--- TASK GOAL ---
From the entries, copy out every line in which the word "position" is found.
○ ○ ○ ○ ○ ○ ○
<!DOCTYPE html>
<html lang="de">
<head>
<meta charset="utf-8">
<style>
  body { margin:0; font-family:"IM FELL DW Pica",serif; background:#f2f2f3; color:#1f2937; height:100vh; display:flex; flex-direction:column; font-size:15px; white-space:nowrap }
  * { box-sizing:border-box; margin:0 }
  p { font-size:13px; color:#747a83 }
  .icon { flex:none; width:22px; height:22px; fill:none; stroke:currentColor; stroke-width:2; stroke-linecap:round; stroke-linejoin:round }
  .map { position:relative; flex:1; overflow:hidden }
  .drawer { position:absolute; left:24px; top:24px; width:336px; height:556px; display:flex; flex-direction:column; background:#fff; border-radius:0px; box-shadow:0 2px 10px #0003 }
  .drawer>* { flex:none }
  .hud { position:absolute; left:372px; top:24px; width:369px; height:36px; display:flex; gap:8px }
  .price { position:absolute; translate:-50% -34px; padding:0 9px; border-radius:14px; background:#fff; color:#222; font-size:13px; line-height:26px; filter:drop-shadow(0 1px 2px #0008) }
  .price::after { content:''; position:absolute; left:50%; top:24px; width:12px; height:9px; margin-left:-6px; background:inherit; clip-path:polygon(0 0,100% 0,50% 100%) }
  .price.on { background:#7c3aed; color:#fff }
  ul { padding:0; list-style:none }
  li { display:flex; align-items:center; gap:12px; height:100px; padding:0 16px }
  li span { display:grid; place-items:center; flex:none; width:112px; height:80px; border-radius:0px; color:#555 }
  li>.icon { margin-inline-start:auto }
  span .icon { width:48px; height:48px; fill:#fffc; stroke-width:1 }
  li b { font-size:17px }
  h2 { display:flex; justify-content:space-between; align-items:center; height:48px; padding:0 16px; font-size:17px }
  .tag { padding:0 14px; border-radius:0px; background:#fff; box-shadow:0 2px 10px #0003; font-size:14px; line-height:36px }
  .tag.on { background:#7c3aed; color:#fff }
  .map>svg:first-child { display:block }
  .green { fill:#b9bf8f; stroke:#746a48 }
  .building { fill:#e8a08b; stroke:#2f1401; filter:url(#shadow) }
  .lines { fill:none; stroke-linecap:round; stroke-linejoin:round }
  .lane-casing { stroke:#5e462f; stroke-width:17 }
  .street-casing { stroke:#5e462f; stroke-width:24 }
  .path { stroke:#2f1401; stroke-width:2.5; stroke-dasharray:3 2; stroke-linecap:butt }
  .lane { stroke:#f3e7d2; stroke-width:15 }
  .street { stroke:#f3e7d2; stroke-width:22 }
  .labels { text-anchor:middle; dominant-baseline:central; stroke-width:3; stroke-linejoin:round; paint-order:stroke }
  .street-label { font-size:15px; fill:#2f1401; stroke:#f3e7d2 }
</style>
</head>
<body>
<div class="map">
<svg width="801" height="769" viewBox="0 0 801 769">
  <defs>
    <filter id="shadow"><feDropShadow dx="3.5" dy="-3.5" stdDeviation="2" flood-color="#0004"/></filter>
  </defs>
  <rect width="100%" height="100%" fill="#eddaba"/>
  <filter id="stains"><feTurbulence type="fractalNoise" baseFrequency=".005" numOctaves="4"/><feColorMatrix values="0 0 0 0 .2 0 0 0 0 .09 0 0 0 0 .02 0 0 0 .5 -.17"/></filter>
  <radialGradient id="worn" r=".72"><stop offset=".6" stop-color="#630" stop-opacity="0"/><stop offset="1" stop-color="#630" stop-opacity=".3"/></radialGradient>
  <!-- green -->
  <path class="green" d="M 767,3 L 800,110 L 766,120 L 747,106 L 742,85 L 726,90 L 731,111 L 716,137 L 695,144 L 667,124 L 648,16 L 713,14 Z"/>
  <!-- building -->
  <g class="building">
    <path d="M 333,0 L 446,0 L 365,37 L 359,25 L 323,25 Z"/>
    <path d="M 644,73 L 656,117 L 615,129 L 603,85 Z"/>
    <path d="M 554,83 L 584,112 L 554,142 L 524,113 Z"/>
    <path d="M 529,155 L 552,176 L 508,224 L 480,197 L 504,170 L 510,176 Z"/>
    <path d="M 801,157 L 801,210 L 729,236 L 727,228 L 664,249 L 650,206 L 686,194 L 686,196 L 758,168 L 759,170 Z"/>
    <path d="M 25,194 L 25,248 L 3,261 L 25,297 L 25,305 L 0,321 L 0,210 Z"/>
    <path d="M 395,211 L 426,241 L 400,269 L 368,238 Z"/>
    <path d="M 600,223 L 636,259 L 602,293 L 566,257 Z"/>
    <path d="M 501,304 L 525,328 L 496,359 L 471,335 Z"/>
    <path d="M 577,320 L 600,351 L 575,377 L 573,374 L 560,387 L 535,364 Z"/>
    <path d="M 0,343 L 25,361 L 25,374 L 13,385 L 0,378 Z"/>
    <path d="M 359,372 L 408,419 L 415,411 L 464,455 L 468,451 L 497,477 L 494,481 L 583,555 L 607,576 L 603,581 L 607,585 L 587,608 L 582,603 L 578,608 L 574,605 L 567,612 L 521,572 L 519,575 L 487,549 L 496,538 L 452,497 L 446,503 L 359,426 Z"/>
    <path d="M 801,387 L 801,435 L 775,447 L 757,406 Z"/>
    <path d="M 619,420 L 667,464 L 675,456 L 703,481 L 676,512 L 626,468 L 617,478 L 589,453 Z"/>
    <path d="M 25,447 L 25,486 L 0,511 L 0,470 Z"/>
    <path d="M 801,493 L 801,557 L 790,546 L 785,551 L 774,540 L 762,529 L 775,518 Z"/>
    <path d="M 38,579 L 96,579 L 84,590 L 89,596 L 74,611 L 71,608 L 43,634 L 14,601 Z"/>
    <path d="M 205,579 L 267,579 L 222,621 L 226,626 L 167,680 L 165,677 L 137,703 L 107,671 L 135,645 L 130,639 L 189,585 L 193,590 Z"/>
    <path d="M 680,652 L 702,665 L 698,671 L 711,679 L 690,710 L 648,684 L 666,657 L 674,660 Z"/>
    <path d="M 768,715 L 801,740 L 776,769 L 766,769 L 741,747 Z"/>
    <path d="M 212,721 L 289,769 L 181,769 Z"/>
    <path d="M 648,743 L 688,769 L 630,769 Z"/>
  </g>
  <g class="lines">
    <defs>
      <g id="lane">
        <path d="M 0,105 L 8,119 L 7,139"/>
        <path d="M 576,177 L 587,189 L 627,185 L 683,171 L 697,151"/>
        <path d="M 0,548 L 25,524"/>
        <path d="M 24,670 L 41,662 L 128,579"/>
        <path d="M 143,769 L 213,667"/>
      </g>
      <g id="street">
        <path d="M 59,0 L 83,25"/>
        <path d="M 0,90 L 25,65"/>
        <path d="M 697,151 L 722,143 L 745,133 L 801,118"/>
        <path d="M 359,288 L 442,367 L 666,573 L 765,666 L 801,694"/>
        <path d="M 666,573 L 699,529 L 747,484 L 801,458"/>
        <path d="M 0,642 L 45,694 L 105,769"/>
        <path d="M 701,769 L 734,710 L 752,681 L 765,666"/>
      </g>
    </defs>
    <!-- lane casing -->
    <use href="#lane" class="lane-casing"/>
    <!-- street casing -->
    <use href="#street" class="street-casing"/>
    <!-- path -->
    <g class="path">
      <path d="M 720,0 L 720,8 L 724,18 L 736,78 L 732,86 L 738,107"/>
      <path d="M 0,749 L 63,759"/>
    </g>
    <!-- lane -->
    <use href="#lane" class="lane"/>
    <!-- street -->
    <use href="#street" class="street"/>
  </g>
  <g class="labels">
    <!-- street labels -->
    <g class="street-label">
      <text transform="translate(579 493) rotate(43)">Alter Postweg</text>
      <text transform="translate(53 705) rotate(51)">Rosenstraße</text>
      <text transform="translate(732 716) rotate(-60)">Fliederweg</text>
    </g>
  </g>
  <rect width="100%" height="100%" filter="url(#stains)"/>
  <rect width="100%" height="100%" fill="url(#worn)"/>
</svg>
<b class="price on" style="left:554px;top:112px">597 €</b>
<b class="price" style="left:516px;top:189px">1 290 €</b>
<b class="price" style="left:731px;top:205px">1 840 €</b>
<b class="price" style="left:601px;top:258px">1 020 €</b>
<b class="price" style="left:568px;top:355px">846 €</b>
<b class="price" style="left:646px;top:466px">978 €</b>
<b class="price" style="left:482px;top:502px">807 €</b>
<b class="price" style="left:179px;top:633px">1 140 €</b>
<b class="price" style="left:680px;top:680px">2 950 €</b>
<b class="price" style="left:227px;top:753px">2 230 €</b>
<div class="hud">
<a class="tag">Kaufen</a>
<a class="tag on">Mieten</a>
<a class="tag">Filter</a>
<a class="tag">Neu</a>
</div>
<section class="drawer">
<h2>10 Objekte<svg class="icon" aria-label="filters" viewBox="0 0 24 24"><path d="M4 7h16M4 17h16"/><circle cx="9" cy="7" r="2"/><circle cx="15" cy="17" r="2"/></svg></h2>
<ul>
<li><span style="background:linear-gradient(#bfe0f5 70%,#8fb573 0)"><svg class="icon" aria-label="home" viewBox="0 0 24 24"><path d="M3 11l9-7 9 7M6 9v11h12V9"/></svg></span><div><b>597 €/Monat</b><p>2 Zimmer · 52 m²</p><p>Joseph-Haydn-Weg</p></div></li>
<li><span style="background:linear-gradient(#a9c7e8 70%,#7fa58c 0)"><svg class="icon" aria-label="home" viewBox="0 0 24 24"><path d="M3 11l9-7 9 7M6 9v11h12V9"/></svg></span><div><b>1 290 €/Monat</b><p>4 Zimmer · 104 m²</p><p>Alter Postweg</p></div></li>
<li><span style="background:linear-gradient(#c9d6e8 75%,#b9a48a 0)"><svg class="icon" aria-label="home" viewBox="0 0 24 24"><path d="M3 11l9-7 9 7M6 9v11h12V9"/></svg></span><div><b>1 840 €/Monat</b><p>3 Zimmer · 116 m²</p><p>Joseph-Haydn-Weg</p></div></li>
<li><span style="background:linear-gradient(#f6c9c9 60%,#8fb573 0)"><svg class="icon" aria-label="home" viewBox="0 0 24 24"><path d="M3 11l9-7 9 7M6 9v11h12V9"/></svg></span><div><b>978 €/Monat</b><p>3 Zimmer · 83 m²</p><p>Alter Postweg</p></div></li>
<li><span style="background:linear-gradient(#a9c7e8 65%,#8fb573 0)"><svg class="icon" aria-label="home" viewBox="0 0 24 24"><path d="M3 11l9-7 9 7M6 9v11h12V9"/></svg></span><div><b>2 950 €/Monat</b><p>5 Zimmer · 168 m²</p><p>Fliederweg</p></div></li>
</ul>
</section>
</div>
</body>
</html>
○ ○ ○ ○ ○ ○ ○
--- RESULT BELOW ---
  .map { position:relative; flex:1; overflow:hidden }
  .drawer { position:absolute; left:24px; top:24px; width:336px; height:556px; display:flex; flex-direction:column; background:#fff; border-radius:0px; box-shadow:0 2px 10px #0003 }
  .hud { position:absolute; left:372px; top:24px; width:369px; height:36px; display:flex; gap:8px }
  .price { position:absolute; translate:-50% -34px; padding:0 9px; border-radius:14px; background:#fff; color:#222; font-size:13px; line-height:26px; filter:drop-shadow(0 1px 2px #0008) }
  .price::after { content:''; position:absolute; left:50%; top:24px; width:12px; height:9px; margin-left:-6px; background:inherit; clip-path:polygon(0 0,100% 0,50% 100%) }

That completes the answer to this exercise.